The oldest evidence, found in test pits dug along the North Fork of the Clearwater River, includes a blade-like tool fashioned from a rock cobble and dozens of flakes left over from the tool-making process, known as debitage.
Western Stemmed Tradition.
The oldest of them dating to just over 11,000 years ago, these points are the signature of a culture whose traces have been found throughout the Great Basin and the Northwest.
Western Stemmed points discovered elsewhere have been dated to a similar range as the Idaho finds, and in some cases even earlier, including Oregon’s Paisley Caves, where samples have been dated, somewhat controversially, to more than 14,000 years old.
[Read about the latest research from Paisley Caves: "Ancient Feces From Oregon Cave Aren’t Human, Study Says, Adding to Debate on First Americans"]
Taken together, the range of artifacts found at the Idaho site, known as Kelly Forks, suggests long and regular use by ancient hunter-gatherers, primarily for making tools and processing game, according to Laura Longstaff of the University of Idaho, who reported her team’s findings at the annual meeting of the Montana Archaeological Society.

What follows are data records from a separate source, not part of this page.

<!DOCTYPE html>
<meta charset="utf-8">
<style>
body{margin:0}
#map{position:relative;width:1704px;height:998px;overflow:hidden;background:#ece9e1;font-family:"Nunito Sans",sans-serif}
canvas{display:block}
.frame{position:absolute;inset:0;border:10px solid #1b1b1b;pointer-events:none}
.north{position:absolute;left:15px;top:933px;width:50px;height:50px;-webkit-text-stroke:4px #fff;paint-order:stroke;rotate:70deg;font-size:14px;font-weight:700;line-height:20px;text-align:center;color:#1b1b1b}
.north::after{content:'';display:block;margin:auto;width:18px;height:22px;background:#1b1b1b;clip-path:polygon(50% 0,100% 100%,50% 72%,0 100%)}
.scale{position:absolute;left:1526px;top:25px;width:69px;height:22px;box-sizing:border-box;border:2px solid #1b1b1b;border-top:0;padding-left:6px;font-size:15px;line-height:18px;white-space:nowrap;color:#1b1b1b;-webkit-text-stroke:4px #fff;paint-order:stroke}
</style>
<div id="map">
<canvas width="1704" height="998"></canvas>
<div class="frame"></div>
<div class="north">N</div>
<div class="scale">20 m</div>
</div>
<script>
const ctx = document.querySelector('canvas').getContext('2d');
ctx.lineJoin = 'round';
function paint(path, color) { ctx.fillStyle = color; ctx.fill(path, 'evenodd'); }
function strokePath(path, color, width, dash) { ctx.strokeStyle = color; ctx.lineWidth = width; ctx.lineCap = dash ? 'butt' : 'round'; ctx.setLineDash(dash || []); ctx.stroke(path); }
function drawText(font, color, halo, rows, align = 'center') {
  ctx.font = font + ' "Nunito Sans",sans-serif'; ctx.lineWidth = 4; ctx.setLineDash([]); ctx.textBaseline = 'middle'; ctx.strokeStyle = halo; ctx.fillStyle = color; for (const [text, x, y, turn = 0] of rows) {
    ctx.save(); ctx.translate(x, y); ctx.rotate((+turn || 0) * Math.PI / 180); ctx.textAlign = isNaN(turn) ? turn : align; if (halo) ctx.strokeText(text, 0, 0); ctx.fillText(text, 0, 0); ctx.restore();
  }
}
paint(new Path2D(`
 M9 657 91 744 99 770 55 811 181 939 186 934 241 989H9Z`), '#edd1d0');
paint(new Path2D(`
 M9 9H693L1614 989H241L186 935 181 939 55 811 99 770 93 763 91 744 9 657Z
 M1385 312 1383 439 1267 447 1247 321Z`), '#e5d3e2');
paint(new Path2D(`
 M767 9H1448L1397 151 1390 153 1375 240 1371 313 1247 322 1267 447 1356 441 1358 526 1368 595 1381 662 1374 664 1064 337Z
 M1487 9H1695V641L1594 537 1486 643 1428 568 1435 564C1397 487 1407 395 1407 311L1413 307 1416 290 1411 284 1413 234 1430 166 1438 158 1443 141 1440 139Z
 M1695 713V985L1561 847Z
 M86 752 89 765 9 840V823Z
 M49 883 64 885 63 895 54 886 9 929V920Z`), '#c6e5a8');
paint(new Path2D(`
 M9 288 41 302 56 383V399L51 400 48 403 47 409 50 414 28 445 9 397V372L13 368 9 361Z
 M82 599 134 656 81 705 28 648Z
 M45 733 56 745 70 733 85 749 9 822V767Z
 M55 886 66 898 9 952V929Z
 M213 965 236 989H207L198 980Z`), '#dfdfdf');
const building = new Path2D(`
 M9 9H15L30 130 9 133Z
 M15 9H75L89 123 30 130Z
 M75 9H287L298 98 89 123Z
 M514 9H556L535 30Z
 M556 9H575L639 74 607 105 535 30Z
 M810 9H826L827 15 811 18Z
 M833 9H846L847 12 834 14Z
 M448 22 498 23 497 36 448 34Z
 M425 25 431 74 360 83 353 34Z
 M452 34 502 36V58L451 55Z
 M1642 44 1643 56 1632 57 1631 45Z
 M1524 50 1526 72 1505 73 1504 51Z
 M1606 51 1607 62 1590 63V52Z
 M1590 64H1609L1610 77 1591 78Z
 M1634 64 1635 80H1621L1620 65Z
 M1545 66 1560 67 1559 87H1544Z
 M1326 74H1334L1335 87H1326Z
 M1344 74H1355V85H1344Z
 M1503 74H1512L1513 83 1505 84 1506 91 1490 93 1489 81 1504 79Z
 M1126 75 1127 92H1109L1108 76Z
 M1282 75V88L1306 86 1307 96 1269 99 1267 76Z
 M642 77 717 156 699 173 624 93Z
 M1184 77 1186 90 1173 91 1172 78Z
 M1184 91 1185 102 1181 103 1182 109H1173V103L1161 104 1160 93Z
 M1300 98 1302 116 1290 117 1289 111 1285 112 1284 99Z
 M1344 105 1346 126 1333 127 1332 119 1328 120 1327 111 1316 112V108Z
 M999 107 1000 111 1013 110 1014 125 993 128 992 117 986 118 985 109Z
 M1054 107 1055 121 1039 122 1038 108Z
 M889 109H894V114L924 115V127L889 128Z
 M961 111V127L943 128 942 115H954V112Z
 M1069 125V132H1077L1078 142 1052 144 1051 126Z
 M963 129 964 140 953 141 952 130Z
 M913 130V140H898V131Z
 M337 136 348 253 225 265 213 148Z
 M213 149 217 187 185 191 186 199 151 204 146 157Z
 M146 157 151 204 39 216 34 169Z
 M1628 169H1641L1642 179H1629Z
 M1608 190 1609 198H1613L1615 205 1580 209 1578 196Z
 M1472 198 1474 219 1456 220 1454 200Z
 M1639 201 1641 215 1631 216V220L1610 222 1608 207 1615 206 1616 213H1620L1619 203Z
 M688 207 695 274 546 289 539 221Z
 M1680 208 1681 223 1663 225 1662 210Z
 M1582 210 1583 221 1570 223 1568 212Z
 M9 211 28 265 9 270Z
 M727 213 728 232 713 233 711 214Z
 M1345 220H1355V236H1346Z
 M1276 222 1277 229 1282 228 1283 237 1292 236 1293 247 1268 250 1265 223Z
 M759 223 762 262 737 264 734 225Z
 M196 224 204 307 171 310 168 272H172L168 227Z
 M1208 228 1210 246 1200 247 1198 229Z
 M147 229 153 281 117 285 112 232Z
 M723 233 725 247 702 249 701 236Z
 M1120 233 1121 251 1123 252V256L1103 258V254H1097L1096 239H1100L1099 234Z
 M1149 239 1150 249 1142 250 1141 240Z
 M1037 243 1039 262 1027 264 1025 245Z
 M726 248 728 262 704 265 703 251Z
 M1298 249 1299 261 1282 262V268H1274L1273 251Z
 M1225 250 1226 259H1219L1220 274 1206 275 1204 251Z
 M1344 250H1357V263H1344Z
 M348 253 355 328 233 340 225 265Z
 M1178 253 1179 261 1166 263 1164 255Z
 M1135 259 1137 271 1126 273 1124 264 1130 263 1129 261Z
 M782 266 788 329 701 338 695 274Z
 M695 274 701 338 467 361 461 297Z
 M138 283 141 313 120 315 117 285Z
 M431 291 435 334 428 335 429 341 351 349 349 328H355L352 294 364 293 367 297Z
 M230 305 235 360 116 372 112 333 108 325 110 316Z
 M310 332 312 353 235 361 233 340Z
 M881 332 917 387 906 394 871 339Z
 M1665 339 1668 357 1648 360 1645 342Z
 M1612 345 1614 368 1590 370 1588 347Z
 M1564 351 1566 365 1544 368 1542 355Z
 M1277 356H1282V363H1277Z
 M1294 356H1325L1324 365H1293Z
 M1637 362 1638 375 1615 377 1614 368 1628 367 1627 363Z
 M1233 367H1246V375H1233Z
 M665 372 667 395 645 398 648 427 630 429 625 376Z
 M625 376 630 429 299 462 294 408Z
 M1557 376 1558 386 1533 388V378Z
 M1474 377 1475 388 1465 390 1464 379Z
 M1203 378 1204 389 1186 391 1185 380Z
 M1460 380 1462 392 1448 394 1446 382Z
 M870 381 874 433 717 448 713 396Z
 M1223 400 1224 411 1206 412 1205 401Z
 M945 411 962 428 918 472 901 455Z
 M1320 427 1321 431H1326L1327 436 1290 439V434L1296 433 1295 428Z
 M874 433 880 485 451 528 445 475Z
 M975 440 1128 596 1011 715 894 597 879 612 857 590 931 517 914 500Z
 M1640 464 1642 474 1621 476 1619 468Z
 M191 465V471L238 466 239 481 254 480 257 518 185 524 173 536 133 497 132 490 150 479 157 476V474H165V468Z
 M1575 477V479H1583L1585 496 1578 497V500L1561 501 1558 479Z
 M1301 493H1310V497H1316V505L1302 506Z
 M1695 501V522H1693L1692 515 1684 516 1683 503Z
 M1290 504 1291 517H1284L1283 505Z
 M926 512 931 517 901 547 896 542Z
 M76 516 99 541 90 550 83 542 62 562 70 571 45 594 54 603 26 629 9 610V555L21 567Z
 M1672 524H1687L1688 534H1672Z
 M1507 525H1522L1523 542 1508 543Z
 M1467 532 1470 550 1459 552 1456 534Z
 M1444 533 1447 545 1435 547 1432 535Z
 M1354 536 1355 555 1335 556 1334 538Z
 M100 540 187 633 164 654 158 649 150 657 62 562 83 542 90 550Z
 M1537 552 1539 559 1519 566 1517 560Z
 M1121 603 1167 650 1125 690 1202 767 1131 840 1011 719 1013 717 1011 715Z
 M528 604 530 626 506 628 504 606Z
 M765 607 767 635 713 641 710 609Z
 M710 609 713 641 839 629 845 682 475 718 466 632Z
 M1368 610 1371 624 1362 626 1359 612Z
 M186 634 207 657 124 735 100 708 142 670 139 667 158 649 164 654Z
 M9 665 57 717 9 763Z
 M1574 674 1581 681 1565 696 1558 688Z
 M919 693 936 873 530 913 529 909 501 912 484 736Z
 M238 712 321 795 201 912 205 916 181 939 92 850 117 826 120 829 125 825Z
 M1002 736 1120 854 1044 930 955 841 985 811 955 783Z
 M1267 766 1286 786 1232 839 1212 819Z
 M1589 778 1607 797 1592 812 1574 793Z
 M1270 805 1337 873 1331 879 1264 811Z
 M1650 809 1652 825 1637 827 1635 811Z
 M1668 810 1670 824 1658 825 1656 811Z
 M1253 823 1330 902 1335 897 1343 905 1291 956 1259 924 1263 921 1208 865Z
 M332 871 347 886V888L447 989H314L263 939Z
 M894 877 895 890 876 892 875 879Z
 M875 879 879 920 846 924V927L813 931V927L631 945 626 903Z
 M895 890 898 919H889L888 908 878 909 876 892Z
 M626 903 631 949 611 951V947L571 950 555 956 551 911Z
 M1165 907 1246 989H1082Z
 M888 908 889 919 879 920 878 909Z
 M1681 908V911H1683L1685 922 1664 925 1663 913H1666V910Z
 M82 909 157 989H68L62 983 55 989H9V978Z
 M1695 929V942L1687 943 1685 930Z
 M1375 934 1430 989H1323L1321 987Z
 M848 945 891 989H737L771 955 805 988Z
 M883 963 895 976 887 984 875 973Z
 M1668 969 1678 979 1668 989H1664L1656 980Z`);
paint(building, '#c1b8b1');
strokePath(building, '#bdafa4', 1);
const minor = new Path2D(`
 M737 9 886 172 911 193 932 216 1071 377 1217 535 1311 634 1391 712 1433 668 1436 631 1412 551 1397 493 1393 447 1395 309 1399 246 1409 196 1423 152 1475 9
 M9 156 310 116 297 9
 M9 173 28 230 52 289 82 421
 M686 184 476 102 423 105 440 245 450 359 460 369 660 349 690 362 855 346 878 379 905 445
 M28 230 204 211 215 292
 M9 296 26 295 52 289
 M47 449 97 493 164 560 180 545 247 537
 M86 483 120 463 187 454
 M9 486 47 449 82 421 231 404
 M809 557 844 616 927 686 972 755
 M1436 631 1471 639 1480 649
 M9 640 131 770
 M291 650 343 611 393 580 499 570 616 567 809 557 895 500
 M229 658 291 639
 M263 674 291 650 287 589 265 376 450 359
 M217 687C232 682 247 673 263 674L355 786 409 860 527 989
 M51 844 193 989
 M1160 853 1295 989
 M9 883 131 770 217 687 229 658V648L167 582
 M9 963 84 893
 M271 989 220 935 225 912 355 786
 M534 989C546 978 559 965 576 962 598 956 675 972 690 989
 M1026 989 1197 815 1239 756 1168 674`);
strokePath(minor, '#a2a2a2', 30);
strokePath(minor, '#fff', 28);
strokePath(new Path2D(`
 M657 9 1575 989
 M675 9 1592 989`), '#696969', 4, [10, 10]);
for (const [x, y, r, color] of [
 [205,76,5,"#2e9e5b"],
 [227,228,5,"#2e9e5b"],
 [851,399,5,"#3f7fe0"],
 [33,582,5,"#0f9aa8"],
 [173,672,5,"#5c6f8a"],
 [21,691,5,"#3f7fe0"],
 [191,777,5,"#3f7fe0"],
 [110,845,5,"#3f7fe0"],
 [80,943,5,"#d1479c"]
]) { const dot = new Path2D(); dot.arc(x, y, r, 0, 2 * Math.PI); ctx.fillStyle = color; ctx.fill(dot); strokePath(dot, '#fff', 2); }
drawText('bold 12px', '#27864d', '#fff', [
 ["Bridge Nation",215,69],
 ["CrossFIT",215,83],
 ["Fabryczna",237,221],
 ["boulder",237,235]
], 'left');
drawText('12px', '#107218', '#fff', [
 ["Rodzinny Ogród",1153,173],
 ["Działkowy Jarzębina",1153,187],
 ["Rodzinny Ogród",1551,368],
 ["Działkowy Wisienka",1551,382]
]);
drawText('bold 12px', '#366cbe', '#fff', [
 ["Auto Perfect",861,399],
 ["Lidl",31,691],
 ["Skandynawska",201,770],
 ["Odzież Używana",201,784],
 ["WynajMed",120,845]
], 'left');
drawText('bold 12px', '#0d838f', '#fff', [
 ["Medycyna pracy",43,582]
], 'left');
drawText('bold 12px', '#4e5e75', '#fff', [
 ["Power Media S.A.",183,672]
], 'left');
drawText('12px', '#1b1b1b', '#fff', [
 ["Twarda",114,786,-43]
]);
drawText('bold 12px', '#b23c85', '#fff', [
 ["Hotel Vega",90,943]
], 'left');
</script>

“There is enough material associated with the earliest dates to get an idea of the animals they hunted, tools they were making, stone they used at 13,000 years ago,” she said in an interview.
“And just having anything associated with these dates is enough to get excited about.”
Chemical analysis of the flake tool revealed it to have traces of proteins associated with rabbit flesh, she added, “so that means that people were using rabbit as a resource during the earliest occupation we encountered at the site, which is really cool.”
But the more recent, 11,000-year-old points found at Kelly Forks are equally significant, she said, because they add important new data to the mounting evidence of the Western Stemmed Tradition in the Northwest.
They may also shed light on the Tradition’s proximity, if any, to the Clovis, whose own unique tools found throughout North America suggest they were the first widespread culture on the continent.